And yes. I was still here.
And yes again. I'm finally retaining my bearings.
Because, I realized. The root of the extra pair of shoes finally revealed itself.
What were you doing here, my dear baby Hachiman? That thick blanket covering that exquisitely pretty girl in your bed is as high as her cheeks. Is she unclothed beneath that? What did you do to her?
"I — I swear, mom! It's not what it looks like!"
"Oh? You know, Hachiman, that's usually what they say."
"N-no, she's fully clothed!"
"Hachiman, I don't condone kidnapping in this household."
"Why the hell is that the first thing that registers in your brain?!"
Are you calling me crazy?!
"Hikigaya-kun?" A soft voice interrupted. And, the both of us looked back. "What's . . . happening . . . ?"
I forced my way in, tapping the switch and turning on the lights. Hachiman, how could you kidnap such a lovely—ah.
Now that the lights were on, I could finally peer at her countenance. And it certainly wasn't farfetched to call her winsome and prepossessing. No wonder you kidnapped her, Hachiman. If I were in your place, I would too.
Bedazzled, I motioned to speak, yet no words could exit my mouth. I was speechless. Flabbergasted, even.
But, then, her eyes also widened, immediately sitting up straight and letting the blanket fall down—displaying the neat garb of a fuzzy pink shirt with the image of a cat printed on it. It seems like she realized her current predicament, as her gaze kept switching between Hachiman and I. But, then, a few moments later, she stood up on her socked feet with a fierce expression, and bowed.

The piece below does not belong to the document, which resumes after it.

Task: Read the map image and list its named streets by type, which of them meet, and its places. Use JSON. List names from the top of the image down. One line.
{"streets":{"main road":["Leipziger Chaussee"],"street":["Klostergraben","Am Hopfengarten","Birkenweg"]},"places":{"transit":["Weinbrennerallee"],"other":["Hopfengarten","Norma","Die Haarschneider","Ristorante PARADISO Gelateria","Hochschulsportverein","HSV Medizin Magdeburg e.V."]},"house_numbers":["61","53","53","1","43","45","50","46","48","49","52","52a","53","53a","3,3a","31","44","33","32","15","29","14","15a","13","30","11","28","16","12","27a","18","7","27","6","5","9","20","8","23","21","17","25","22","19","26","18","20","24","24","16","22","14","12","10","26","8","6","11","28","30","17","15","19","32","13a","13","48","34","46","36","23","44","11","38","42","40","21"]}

"Greetings, honored mother. I am Yukinoshita Yukino, the p-partner . . . of your son. I apologize for . . . intruding."
. . .
. . .
. . .
PARTNER?! WHAT DID YOU SAY?! Wait . . . maybe she's his school project partner? What if . . . no, he doesn't invite mere acquaintances . . . if it's otherwise, then, doesn't that mean that she's his . . . GIRLFRIEND?! H — HACHIMAN! My sweet big baby Hachiman has a girlfriend?! WHAT?! NO! Impossible! This is preposterous! A ludicrous idea! B-but she's . . .
"S-sorry . . . what did you say your name was again?"
She tilted her head in confusion before registering my question, now standing up straight as she smiled.
"Yukinoshita Yukino, Hikigaya-san."
. . .
. . .
. . .
A YUKINOSHITA IS IN OUR HOUSEHOLD?! AND THEIR YOUNGEST DAUGHTER, TOO?! I've seen her on television quite a lot. She's usually mentioned during business talks! N-no! I'm sure there's more than one person named the same way, right? She can't be the daughter of an individual part of the Chiba Prefectural Diet, right? Right?!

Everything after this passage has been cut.